Secondly, Medicaid is a complex law.  If you are not a lawyer and you are providing advice to someone who is seeking to qualify for Medicaid benefit, you are doing that person a disservice.  A non-lawyer cannot effectively provide advice regarding a law as complex as Medicaid to its customers and certainly cannot effectively litigate the improper denial of Medicaid benefits.

Yet, the customer of the application company is paying for Cadillac service and getting Yugo support.  If a nursing home is pushing you to use the services of a company to qualify for Medicaid, you may want to pause for a moment and think about why the nursing home is so keen on your using that company.

Federal Lawsuit Proceeds


This week, a federal judge sitting in Camden refused to dismiss a federal class action lawsuit involving the interplay of veteran’s and Medicaid benefits.  This means the case will proceed.  If the plaintiffs in this case prevail, this case could be a big win for many individuals seeking Medicaid benefits.

Medicaid is a health insurance program for needy individuals.  In order to qualify for Medicaid, an individual must have a limited amount of assets and income that is insufficient to pay for the cost of his care.

Unlike most health insurance programs, Medicaid will pay for long-term care services, such as nursing home care, care in an assisted living residence, and long-term care at home (for instance, a home health aide).  Since long-term care can be very expensive, many people who never dreamed that they would need to qualify for Medicaid benefits find themselves wanting these benefits if they require long-term care.

When an individual needs Medicaid long-term care services in the “community,” such as care at home or in an assisted living residence, the Medicaid program in New Jersey imposes an income cap on the Medicaid beneficiary’s income.  For 2014, a Medicaid beneficiary seeking services at home or in an assisted living residence must have no more than $2,163 per month in gross income.  If his gross income exceeds $2,163 per month by even one penny, he will not qualify for long-term care Medicaid benefits at home or in an assisted living residence.

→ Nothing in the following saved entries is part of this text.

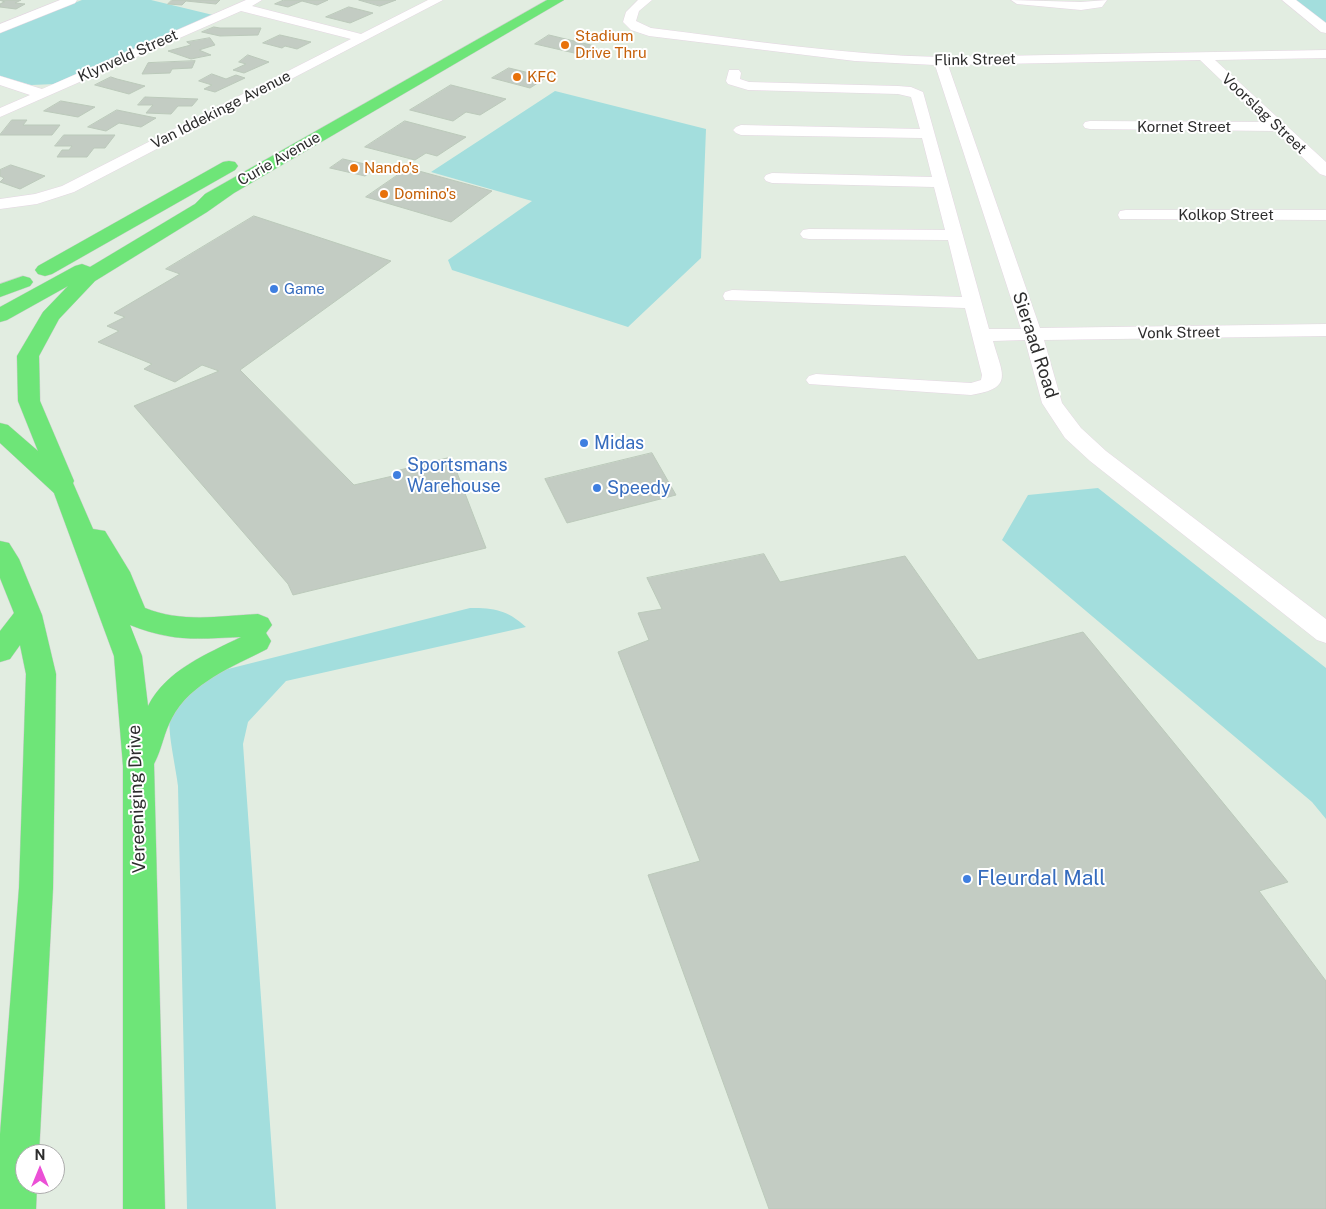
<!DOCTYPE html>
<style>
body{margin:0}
#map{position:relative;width:1326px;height:1209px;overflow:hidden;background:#e2ede1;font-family:"Public Sans",sans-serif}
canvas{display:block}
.north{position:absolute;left:15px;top:1144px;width:50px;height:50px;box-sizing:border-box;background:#fff;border:1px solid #ababab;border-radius:50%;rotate:0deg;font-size:14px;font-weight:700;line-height:20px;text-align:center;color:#2d2d2d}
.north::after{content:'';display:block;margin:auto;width:18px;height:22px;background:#eb50d6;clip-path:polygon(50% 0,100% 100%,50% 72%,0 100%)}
</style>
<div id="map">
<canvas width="1326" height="1209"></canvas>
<div class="north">N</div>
</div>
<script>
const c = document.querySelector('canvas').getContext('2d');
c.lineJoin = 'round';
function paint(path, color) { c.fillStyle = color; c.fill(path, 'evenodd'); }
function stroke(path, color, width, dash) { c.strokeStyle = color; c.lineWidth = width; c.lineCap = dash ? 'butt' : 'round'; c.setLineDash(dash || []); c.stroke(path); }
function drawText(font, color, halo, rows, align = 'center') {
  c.font = font + ' "Public Sans",sans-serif'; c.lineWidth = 4; c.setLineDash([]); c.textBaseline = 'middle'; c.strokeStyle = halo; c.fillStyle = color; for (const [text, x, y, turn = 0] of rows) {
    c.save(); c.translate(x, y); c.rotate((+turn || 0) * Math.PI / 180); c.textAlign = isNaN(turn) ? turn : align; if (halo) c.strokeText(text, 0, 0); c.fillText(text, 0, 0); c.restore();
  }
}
paint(new Path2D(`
 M82,0H151L213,15L56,84L31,85L0,76V32Z
 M1291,0H1326V26Z
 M555,91L706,129L701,258L628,327L452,270L448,260L532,201L431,172Z
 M1098,488L1326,668V819L1312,802L1002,540L1028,495Z
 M470,608C495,608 507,610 526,627L286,681L248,722L243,744L276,1209H187L178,786C177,774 167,729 170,720C178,696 204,682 224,670Z`), '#a3dedd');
const building = new Path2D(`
 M0,0H21L15,3L25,4L16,9L0,7V4L4,2Z
 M172,0H220L216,4L186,1L182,5L168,4Z
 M284,0H328L317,5L302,1L288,7L275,4Z
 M359,0H396L380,6Z
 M349,7L373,13L350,23L326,17Z
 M214,27L220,28H261L258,35L220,36L202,32Z
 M280,35L311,42L297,49L285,46L282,48L263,43Z
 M549,35L595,46L583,55L535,44Z
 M210,38L215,45L199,50L211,55L191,59L168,51L191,45L187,42Z
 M248,55L269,62L244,73L233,70L246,64L239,62Z
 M195,61L192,68L172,69L170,73L142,74L148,63Z
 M509,68L542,76L539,78L544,79L530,88L492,78Z
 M212,74L226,79L236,75L245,78L215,92L204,89L212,85L199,81Z
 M111,77L117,79L145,86L129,94L95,85Z
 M451,85L506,99L480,115L466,112L453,121L410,110Z
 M145,97L198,99L192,106H178L171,114L146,113L153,105H138Z
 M61,101L95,107L78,117L44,111Z
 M117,110L156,118L141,127L119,123L106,131L88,127Z
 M12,120H27L23,125H60L52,135H0Z
 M405,121L466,137L437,156L426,153L415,160L365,147Z
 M64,135H115L105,148H94L87,157H57L62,150H69L72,146H55Z
 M343,159L378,167L365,176L330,168Z
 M11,165L45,176L20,189L0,182L4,178L0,176V170Z
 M408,168L492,191L451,222L366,197Z
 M254,216L391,261L240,370L354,485L397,475L396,471L451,457L486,548L293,595L288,584L134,406L219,371L202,365L175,382L144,369L152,364L98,342L119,331L107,326L125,317L114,313L180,274L166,269Z
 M652,453L676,495L567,523L545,479Z
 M764,554L780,582L905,556L978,660L1083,632L1288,882L1259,891L1326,981V1209H769L648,875L700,861L618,652L649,640L638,613L662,609L647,578Z`);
paint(building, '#c3ccc3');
stroke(building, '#bbc9ba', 1);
const minor = new Path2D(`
 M60,0H77L75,3L0,33V24Z
 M246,0H262L252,6L361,34L428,0H443L74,192L37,204L0,209V199L35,194L62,186L351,39L241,11L0,117V108L30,95L0,85V76L42,89Z
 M638,0H652L639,11L636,21L651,28C747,40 843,55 940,57L1326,50V58L1215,60L1326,162V176L1320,174L1275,131L1090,129L1085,128L1083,125L1085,122L1090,121L1265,122L1200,60L948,65L1040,328L1326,324V336L1044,340L1062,403L1081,428L1106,451L1326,619V643L1317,640L1090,461L1065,438L1042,403L1025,340L993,341C1002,374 1015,388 971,395L809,384L806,380L809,376L816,374L971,383L981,380L982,375L965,308L725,300L723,296L725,292L732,290L962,297L948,240L809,239L803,238L800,234L803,230L809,229L945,230L934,187L772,183L766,181L764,178L766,175L772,173L932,177L922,138L741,135L736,133L733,130L736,127L741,125L920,129L911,97L898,94L748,90L728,84L726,81L729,70H739L741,73L740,79L749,82L898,86L911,87L923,92L989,329H1021L935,65L855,61L649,36L631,30L623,22L626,12Z
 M1011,0L1081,2L1107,0L1102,7L1081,10L1017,4Z
 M1282,0H1296L1326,23V33L1321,32Z
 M1126,210H1326V220L1120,219L1118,215L1120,211Z`);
const major = new Path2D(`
 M547,0H564L234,193L207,212L95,281L59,319L39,356L40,401L74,481L73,483L93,529L105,531L130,572L145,608C182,623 219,616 258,614L268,618L272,625L266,633L271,641L267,649C234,666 190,683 172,718C164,732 162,749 154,764L165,1209H123V766L114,656L54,493L0,443V423L8,425L38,451L18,401L17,356L43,312L68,286L7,320L0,322V307L75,266L82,264L90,267L195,204L205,194ZM130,625C173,642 196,639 241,637C207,654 166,670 148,706L142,656Z
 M229,161L235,162L238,166L235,170L52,274L45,276L38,274L35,270L38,266L223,162Z
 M23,276L30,278L33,282L30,286L0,297V284Z
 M0,541L9,543L19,559L42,615L56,674L53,888L39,1154H25V1184H37L36,1209H0V1134L19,888L26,674L20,645L10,659L0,662V631L14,613L0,578Z`);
stroke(minor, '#e4d6e2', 1);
stroke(major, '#cdcdcd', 1);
paint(minor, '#fff');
paint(major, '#6ee578');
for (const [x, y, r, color] of [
 [565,45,5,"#e8710a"],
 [517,77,5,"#e8710a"],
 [354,168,5,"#e8710a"],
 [384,194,5,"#e8710a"],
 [274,289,5,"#3f7fe0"],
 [584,443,5,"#3f7fe0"],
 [397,475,5,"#3f7fe0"],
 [597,488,5,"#3f7fe0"],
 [967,879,5,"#3f7fe0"]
]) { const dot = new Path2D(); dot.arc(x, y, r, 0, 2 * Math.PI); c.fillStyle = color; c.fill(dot); stroke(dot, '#fff', 2); }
drawText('15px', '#c56008', '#fff', [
 ["Stadium",575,36],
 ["Drive Thru",575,53],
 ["KFC",527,77],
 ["Nando's",364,168],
 ["Domino's",394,194]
], 'left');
drawText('15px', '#2d2d2d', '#fff', [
 ["Klynveld Street",128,56,-24],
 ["Flink Street",975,60,-1],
 ["Van Iddekinge Avenue",221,110,-27],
 ["Voorslag Street",1264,114,43],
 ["Kornet Street",1184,127],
 ["Curie Avenue",279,159,-30],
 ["Kolkop Street",1226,215],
 ["Vonk Street",1179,333,-1]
]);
drawText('15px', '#366cbe', '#fff', [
 ["Game",284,289]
], 'left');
drawText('18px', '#2d2d2d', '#fff', [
 ["Sieraad Road",1035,345,72],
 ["Vereeniging Drive",137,799,-92]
]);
drawText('18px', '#366cbe', '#fff', [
 ["Midas",594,443],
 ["Sportsmans",407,465],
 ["Warehouse",407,486],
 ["Speedy",607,488]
], 'left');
drawText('21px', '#366cbe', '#fff', [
 ["Fleurdal Mall",977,879]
], 'left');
</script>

While the Medicaid program is, by far, the most valuable program for which an individual requiring long-term care can benefit, there are other programs that can benefit such individuals.  One of those programs is a Veterans Administration benefit known as Aid and Attendance (A&A).

A&A is a needs-based cash assistance benefit.  It will provide a maximum monthly benefit of approximately $2,100 to a veteran and approximately $1,100 to the widow of a veteran.  The beneficiary must have limited asset and income that is insufficient to meet his care needs.

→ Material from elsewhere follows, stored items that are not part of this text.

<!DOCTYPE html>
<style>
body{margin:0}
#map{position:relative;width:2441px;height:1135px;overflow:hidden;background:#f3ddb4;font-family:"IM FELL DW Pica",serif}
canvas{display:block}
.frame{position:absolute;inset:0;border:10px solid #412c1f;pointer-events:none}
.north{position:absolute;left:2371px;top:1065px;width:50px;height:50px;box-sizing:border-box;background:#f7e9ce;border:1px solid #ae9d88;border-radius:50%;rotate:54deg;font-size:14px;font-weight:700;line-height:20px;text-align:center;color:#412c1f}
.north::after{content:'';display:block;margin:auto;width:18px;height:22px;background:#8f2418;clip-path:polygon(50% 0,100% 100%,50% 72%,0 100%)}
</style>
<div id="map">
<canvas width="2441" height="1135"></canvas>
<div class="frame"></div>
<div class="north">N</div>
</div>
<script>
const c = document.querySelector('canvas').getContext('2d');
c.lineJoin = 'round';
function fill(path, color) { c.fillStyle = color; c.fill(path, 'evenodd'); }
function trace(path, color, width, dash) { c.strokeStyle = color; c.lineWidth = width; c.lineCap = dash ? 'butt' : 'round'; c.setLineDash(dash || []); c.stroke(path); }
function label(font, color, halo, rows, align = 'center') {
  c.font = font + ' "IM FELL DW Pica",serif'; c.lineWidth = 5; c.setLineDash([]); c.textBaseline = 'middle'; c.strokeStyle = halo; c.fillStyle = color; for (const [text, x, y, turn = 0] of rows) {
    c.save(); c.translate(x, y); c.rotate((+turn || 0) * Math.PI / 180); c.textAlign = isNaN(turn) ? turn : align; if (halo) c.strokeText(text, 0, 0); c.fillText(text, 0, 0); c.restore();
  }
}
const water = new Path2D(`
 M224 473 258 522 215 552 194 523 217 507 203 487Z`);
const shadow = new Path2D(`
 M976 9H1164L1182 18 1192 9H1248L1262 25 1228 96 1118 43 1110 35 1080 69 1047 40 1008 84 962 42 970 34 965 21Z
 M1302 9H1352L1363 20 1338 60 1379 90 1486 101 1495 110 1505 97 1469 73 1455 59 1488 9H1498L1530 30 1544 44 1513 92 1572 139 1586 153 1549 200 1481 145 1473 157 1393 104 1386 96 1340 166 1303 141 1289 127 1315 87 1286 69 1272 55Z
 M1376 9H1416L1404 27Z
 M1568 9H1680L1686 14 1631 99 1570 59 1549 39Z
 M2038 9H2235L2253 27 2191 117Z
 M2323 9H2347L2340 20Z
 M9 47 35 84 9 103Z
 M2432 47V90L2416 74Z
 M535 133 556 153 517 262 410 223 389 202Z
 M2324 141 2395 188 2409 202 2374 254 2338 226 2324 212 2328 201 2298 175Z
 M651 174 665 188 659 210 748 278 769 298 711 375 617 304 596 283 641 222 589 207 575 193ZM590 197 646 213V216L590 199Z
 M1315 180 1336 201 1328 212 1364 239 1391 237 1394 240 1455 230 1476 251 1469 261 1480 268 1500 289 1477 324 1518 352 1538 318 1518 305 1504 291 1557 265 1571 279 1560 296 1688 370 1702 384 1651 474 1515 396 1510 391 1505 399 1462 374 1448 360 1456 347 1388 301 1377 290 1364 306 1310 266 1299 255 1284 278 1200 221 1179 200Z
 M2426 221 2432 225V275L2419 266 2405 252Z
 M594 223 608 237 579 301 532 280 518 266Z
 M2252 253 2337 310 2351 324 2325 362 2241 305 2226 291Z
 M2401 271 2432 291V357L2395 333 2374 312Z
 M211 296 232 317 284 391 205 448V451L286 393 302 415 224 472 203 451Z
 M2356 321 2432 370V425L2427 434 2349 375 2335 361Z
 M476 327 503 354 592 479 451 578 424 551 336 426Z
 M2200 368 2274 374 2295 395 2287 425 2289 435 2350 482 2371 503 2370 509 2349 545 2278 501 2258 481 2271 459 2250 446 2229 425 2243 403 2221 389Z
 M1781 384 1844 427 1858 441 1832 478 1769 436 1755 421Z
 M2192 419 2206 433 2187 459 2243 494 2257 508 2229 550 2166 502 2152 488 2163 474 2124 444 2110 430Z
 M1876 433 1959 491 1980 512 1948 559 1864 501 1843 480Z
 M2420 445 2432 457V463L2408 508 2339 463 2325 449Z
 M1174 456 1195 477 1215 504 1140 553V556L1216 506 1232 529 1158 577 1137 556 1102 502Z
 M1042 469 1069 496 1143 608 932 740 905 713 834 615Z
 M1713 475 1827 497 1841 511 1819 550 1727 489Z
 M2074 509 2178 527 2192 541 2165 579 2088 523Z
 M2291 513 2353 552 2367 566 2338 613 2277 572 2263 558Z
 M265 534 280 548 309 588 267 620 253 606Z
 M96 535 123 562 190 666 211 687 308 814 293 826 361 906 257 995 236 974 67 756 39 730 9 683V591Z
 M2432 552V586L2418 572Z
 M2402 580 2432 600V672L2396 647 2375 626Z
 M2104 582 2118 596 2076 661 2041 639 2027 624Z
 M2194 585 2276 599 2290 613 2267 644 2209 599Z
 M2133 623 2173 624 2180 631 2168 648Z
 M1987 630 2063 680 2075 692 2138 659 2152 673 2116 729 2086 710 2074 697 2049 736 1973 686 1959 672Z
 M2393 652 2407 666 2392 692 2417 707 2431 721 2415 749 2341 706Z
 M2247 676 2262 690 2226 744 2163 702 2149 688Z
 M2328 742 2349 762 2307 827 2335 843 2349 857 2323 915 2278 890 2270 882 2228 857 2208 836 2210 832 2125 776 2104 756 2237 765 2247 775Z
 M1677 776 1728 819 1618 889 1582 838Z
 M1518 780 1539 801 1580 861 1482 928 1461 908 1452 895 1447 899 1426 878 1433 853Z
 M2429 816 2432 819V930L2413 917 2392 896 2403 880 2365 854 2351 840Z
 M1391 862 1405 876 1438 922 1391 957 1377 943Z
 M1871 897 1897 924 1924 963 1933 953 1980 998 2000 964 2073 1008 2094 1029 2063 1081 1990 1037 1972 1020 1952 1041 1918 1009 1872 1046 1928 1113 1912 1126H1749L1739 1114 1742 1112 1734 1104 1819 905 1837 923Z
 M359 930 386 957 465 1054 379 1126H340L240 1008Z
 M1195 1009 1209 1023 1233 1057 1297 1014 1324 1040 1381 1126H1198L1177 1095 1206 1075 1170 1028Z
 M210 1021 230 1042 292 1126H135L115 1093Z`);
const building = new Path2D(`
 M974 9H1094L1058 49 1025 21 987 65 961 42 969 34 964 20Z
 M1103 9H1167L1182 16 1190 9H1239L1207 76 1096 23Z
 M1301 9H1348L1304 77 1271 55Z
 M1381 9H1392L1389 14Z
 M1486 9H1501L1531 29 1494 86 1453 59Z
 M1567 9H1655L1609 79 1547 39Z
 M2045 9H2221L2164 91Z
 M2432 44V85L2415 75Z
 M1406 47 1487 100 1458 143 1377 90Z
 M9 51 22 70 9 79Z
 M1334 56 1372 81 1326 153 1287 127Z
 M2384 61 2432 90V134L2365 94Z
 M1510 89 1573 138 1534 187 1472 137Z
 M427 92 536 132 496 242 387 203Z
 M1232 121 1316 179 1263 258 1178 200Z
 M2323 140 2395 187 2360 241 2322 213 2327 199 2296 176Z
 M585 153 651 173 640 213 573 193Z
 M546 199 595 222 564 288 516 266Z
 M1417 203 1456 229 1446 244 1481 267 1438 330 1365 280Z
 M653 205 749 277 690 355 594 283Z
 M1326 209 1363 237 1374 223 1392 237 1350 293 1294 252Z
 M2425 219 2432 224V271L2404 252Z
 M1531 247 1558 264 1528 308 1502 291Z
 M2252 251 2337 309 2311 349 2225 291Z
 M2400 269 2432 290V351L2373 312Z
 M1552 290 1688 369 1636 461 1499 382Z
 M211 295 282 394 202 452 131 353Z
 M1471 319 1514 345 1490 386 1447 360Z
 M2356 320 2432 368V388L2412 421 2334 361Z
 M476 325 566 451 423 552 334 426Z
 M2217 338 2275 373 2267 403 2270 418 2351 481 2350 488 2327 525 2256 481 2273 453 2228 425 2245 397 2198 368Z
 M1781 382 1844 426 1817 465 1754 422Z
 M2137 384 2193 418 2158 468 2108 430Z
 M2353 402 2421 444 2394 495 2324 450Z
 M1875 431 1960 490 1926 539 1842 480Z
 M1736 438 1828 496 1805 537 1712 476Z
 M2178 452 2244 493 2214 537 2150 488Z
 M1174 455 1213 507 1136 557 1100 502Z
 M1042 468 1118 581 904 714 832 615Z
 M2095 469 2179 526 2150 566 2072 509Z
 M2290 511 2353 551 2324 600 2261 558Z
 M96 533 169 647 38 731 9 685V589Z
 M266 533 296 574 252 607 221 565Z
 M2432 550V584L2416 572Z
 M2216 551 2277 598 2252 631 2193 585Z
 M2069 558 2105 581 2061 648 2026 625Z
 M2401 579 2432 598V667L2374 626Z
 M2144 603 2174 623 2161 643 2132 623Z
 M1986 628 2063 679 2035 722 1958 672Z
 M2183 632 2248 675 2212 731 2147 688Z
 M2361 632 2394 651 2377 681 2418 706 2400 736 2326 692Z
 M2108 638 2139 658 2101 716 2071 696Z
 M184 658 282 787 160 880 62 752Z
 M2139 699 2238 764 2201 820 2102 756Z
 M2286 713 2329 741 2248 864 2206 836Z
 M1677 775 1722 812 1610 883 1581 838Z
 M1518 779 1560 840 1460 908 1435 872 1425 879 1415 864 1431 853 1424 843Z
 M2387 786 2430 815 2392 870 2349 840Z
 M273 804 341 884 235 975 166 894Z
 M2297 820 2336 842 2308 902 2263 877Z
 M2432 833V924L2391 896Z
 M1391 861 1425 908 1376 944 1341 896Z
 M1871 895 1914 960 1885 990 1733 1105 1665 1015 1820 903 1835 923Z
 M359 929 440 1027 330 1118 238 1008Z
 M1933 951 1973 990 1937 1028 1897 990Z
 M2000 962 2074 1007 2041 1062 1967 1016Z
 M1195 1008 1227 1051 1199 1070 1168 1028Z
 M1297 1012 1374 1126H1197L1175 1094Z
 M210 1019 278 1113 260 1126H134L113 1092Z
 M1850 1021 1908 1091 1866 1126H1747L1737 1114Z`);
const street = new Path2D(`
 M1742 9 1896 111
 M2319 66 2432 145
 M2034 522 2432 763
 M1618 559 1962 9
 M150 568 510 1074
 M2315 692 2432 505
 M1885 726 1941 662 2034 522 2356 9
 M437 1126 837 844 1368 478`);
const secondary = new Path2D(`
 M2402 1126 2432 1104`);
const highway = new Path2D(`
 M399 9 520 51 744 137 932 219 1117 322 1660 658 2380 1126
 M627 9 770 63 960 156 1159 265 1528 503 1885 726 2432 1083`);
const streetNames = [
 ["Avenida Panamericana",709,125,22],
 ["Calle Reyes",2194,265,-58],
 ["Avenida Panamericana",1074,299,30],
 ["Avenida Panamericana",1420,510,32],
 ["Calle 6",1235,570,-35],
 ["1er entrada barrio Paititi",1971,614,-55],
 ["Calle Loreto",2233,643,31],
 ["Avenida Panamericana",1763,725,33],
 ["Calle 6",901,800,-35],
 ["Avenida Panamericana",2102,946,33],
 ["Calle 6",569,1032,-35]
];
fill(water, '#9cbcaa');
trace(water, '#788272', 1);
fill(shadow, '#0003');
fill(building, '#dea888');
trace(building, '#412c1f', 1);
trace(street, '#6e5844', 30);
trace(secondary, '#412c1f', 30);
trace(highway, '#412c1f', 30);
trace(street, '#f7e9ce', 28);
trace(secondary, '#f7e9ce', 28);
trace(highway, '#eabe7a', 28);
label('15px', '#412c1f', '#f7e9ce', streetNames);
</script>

A problem can arise for those individuals receiving A&A when they seek to qualify for Medicaid benefits at home or in an assisted living residence.  This problem is best illustrated with an example.  Assume that Mr. Smith has Social Security income of $1,000 per month and a pension of $500 per month.  Assume further that Mr. Smith is residing in an assisted living resident that costs $6,500 per month.

When Mr. Smith first entered the assisted living residence, he had $72,000 in assets.  The assisted living residence informed him that he must pay privately for his care for two years before the facility would allow him to qualify for Medicaid benefits, which would then pay for his care at the facility.  (The two-year timeframe is a typical requirement of assisted living residences in this area.)

Mr. Smith applies for A&A and begins receiving $2,000 per month.  Now, his income is $3,500 per month ($1,000 + $500 + $2,000 = $3,500) and his deficit with the facility (the difference between the monthly charge and his income) is only $3,000 ($6,500 – $3,500 = $3,000).  So, Mr. Smith’s $72,000 is sufficient to pay for his care for two years ($72,000/$3,000 = 24).

The problem arises when the two years are up and Mr. Smith needs to qualify for Medicaid benefits.  His income is now $3,500 with the A&A and the Medicaid income cap is $2,163.

The federal lawsuit is to enforce a Medicaid rule that says A&A should not be treated as income in cases such as Mr. Smith.  The Medicaid Office is refusing to honor this rule.  The plaintiffs are suing to compel Medicaid to recognize its own rule.  Personally, I think they will win; I’ll keep you posted.